Bank routing numbers can be found on the bottom of checks and deposit slips. In the lower left side or center of a check, there are 9 digits printed in magnetic ink. They are usually followed by the bank account account number. Banking institutions use online databases to identify a specific bank by entering the ABA number. The ABA number can also be identified by knowing which bank branch the account was opened at. All of the digits in the bank routing number have unique importance. Occasionally, banks may have seperate routing numbers for wire transfers and ACH transfers.
What Each of the Nine Digits Mean
- The first four digits were initially assigned by the Federal Reserve Routing System and represent the bank's physical location. Because of acquisitions and mergers, these numbers frequently have no correlation to the banks geographic location today.
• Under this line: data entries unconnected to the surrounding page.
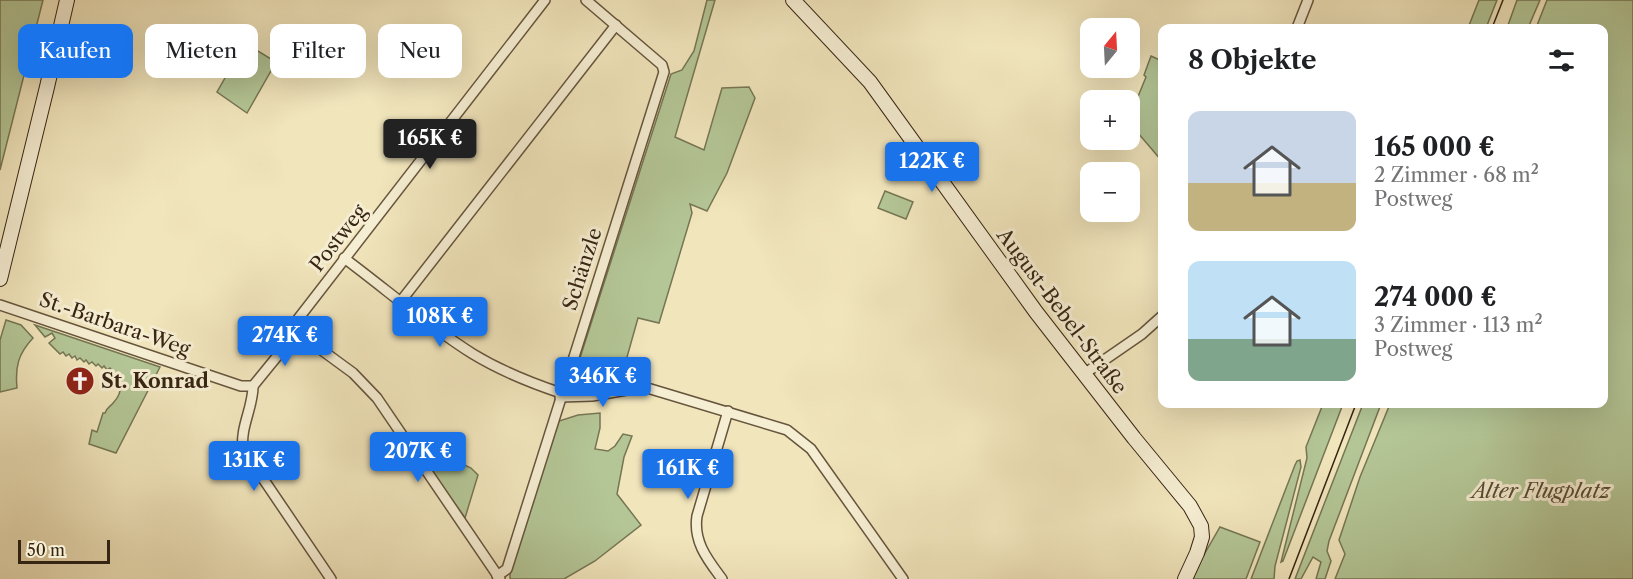 <!DOCTYPE html>
<html lang="de">
<head>
<meta charset="utf-8">
<style>
	:root { --surface:#fff; --page:#f2f2f2; --text:#202124; --muted:#757577; --accent:#1a73e8 }
	body { margin:0; font-family:"Libre Caslon Text",serif; background:var(--page); color:var(--text); height:100vh; display:flex; flex-direction:column; font-size:22px; white-space:nowrap }
	* { box-sizing:border-box; margin:0 }
	p { font-size:20px; color:var(--muted) }
	.icon { flex:none; width:33px; height:33px; fill:none; stroke:currentColor; stroke-width:2; stroke-linecap:round; stroke-linejoin:round }
	.map { position:relative; flex:1; overflow:hidden }
	.drawer { position:absolute; left:1158px; top:24px; width:450px; height:384px; display:flex; flex-direction:column; background:var(--surface); border-radius:12px; box-shadow:0 6px 24px #0002 }
	.drawer>* { flex:none }
	.guide { position:absolute; left:18px; top:24px; width:570px; height:54px; display:flex; gap:12px }
	.needle { width:39px; rotate:18deg }
	.buttons { position:absolute; left:1080px; top:18px; display:grid; gap:12px }
	.buttons a { display:grid; place-items:center; width:60px; height:60px; border-radius:12px; background:var(--surface); box-shadow:0 6px 24px #0002; font-size:30px }
	.scale { position:absolute; left:18px; bottom:15px; width:92px; box-sizing:border-box; padding-left:6px; border:3px solid #372513; border-top:0; font-size:16px; line-height:21px; white-space:nowrap; color:#372513; -webkit-text-stroke:4px #f6eed3; paint-order:stroke }
	.price { position:absolute; translate:-50% -51px; padding:0 14px; border-radius:6px; background:var(--accent); color:#fff; font-size:20px; line-height:39px; filter:drop-shadow(0 2px 3px #0008) }
	.price::after { content:''; position:absolute; left:50%; top:36px; width:18px; height:14px; margin-left:-9px; background:inherit; clip-path:polygon(0 0,100% 0,50% 100%) }
	.price.active { background:#222; color:#fff }
	ul { padding:0; list-style:none }
	li { display:flex; align-items:center; gap:18px; height:150px; padding:0 30px }
	li span { display:grid; place-items:center; flex:none; width:168px; height:120px; border-radius:12px; color:#555 }
	li>.icon { margin-inline-start:auto }
	span .icon { width:72px; height:72px; fill:#fffc; stroke-width:1 }
	li b { font-size:26px }
	h2 { display:flex; justify-content:space-between; align-items:center; height:72px; padding:0 30px; font-size:26px }
	.chip { padding:0 21px; border-radius:12px; background:var(--surface); box-shadow:0 6px 24px #0002; font-size:21px; line-height:54px }
	.chip.active { background:var(--accent); color:#fff }
	.map>svg:first-child { display:block }
	.green { fill:#b4c696; stroke:#767654; stroke-width:1.5 }
	.lines { fill:none; stroke-linecap:round; stroke-linejoin:round }
	.street-casing { stroke:#66553d; stroke-width:12 }
	.secondary-casing { stroke:#372513; stroke-width:16 }
	.street { stroke:#f6eed3; stroke-width:9 }
	.secondary { stroke:#f6eed3; stroke-width:14 }
	.tram { stroke:#372513; stroke-width:1.5 }
	.labels { text-anchor:middle; dominant-baseline:central; stroke-width:6; stroke-linejoin:round; paint-order:stroke }
	.street-label { font-size:20px; fill:#372513; stroke:#f6eed3 }
	.poi-label { font-size:20px; font-weight:bold; fill:#372513; stroke:#f6eed3; text-anchor:start }
	.park-label { font-size:20px; font-style:italic; fill:#564d34; stroke:#f6eed3 }
</style>
</head>
<body>
<div class="map">
<svg width="1633" height="579" viewBox="0 0 1633 579">
	<rect width="100%" height="100%" fill="#f1e5bc"/>
	<filter id="stains"><feTurbulence type="fractalNoise" baseFrequency=".00333" numOctaves="4"/><feColorMatrix values="0 0 0 0 .2 0 0 0 0 .09 0 0 0 0 .02 0 0 0 .5 -.17"/></filter>
	<radialGradient id="worn" r=".72"><stop offset=".6" stop-color="#630" stop-opacity="0"/><stop offset="1" stop-color="#630" stop-opacity=".3"/></radialGradient>
	<g class="green">
		<polygon points="0,0 43,0 0,170"/>
		<polygon points="707,0 715,0 675,137 704,150 722,88 749,87 755,98 727,173 707,211 690,204 692,213 659,323 638,318 620,382 596,389 574,390 571,386 671,74 682,70 694,51"/>
		<polygon points="1479,0 1497,0 1486,28 1468,28"/>
		<polygon points="1517,0 1540,0 1528,28 1507,28"/>
		<polygon points="1547,0 1633,0 1633,579 1335,579 1345,554 1339,540 1360,477 1390,404 1604,404 1604,28 1536,28"/>
		<polygon points="245,43 276,62 247,113 217,92"/>
		<polygon points="1151,56 1162,61 1161,160 1132,126 1136,118 1130,116 1146,77 1144,75"/>
		<polygon points="885,191 913,202 906,219 878,208"/>
		<path d="M6,320l15,5 12,13c-15,16 -18,29 -16,50l-17,4v-52z"/>
		<path d="M35,325l125,42 -44,86 -27,-9 3,-14 5,2 6,-19h2c2,-6 5,-6 9,-11 11,-12 6,-24 -4,-34l-3,2 -3,-4 -2,2 -4,-4 -2,2 -4,-4 -3,2 -3,-4 -2,2 -4,-4 -3,2 -2,-4 -3,2 -3,-4 -3,2 -3,-4 -3,2 -11,-11 6,-5 -3,-5 -7,4z"/>
		<polygon points="1323,404 1343,404 1283,561 1281,562 1307,458 1306,447"/>
		<polygon points="1363,404 1381,404 1329,541 1327,551 1331,561 1325,579 1316,579 1321,562 1313,557 1301,579 1295,579"/>
		<polygon points="600,413 600,428 595,449 608,451 615,446 623,434 632,436 624,457 617,494 641,525 595,561 564,579 510,579 510,568 559,421 578,415"/>
		<polygon points="417,442 471,468 478,475 465,518 413,445"/>
		<polygon points="1300,460 1301,467 1275,566 1274,579 1251,579 1295,465 1297,461"/>
		<polygon points="1220,527 1260,542 1246,579 1190,579"/>
	</g>
	<g class="lines">
		<g class="street-casing">
			<g id="street">
				<polyline points="1297,28 1308,0"/>
				<path d="M344,258c43,32 84,68 129,96 28,17 58,29 88,39"/>
				<polyline points="401,301 616,25"/>
				<polyline points="0,305 241,386 253,386"/>
				<polyline points="297,332 353,373 377,398 500,579"/>
				<polyline points="1084,374 1142,334 1162,316"/>
				<polyline points="253,386 297,332 298,319 545,0"/>
				<path d="M253,386c0,22 -13,41 -10,63l88,130"/>
				<polyline points="560,397 592,396 644,387 787,430 811,449 903,579"/>
				<polyline points="497,576 507,569 664,72 662,65 586,0"/>
				<path d="M722,579c-14,-19 -29,-37 -25,-63l31,-105"/>
			</g>
		</g>
		<g class="secondary-casing">
			<g id="secondary">
				<polyline points="793,0 870,82 1036,312 1134,438 1190,506 1201,526 1202,537 1197,553 1185,579"/>
				<polyline points="0,279 47,87 67,0"/>
			</g>
		</g>
		<use href="#street" class="street"/>
		<use href="#secondary" class="secondary"/>
		<g class="tram">
			<polyline points="1492,28 1503,0"/>
			<polyline points="1289,579 1356,404"/>
		</g>
	</g>
	<defs>
		<g id="church-disc" transform="scale(1.5)"><circle r="9.5" fill="#8f2418" stroke="#f6eed3"/><path d="M-1.2-6h2.4v3.5h3.3v2.4h-3.3V6h-2.4V-.1h-3.3v-2.4h3.3Z" fill="#fff"/></g>
	</defs>
	<g fill-rule="evenodd">
		<use href="#church-disc" x="80" y="381"/>
	</g>
	<g class="labels">
		<g class="street-label">
			<text transform="translate(338 238) rotate(-52)">Postweg</text>
			<text transform="translate(582 269) rotate(-72)">Schänzle</text>
			<text transform="translate(1062 311) rotate(53)">August-Bebel-Straße</text>
			<text transform="translate(115 324) rotate(19)">St.-Barbara-Weg</text>
		</g>
		<g class="poi-label">
			<text x="101" y="381">St. Konrad</text>
		</g>
		<g class="park-label">
			<text x="1541" y="491">Alter Flugplatz</text>
		</g>
	</g>
	<rect width="100%" height="100%" filter="url(#stains)"/>
	<rect width="100%" height="100%" fill="url(#worn)"/>
</svg>
<div class="buttons">
<a><svg class="needle" viewBox="-14 -14 28 28"><path d="M0-13l5 13h-10z" fill="#e53935"/><path d="M0 13l5-13h-10z" fill="#757577"/></svg></a>
<a>+</a>
<a>−</a>
</div>
<div class="scale">50 m</div>
<b class="price active" style="left:430px;top:170px">165K €</b>
<b class="price" style="left:932px;top:193px">122K €</b>
<b class="price" style="left:440px;top:348px">108K €</b>
<b class="price" style="left:285px;top:367px">274K €</b>
<b class="price" style="left:603px;top:408px">346K €</b>
<b class="price" style="left:418px;top:483px">207K €</b>
<b class="price" style="left:254px;top:492px">131K €</b>
<b class="price" style="left:688px;top:500px">161K €</b>
<div class="guide">
<a class="chip active">Kaufen</a>
<a class="chip">Mieten</a>
<a class="chip">Filter</a>
<a class="chip">Neu</a>
</div>
<section class="drawer">
<h2>8 Objekte<svg class="icon" aria-label="filters" viewBox="0 0 24 24"><path d="M4 7h16M4 17h16"/><circle cx="9" cy="7" r="2"/><circle cx="15" cy="17" r="2"/></svg></h2>
<ul>
<li><span style="background:linear-gradient(#c9d6e8 60%,#c2b280 0)"><svg class="icon" aria-label="home" viewBox="0 0 24 24"><path d="M3 11l9-7 9 7M6 9v11h12V9"/></svg></span><div><b>165 000 €</b><p>2 Zimmer · 68 m²</p><p>Postweg</p></div></li>
<li><span style="background:linear-gradient(#bfe0f5 65%,#7fa58c 0)"><svg class="icon" aria-label="home" viewBox="0 0 24 24"><path d="M3 11l9-7 9 7M6 9v11h12V9"/></svg></span><div><b>274 000 €</b><p>3 Zimmer · 113 m²</p><p>Postweg</p></div></li>
</ul>
</section>
</div>
</body>
</html>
- The fifth and sixth digits designate which Federal Reserve bank the institution's electronic and wire transfers will route through.
- The seventh digit denotes which Federal Reserve check processing center was originally assigned to the bank.
- The eighth digit designates which Federal Reserve district the bank is in.
- The ninth digit provides a check sum. The check sum is a complicated mathematical expression using the first 8 digits. If the end result does not equal the check sum number, the transaction is flagged and rerouted for manual processing.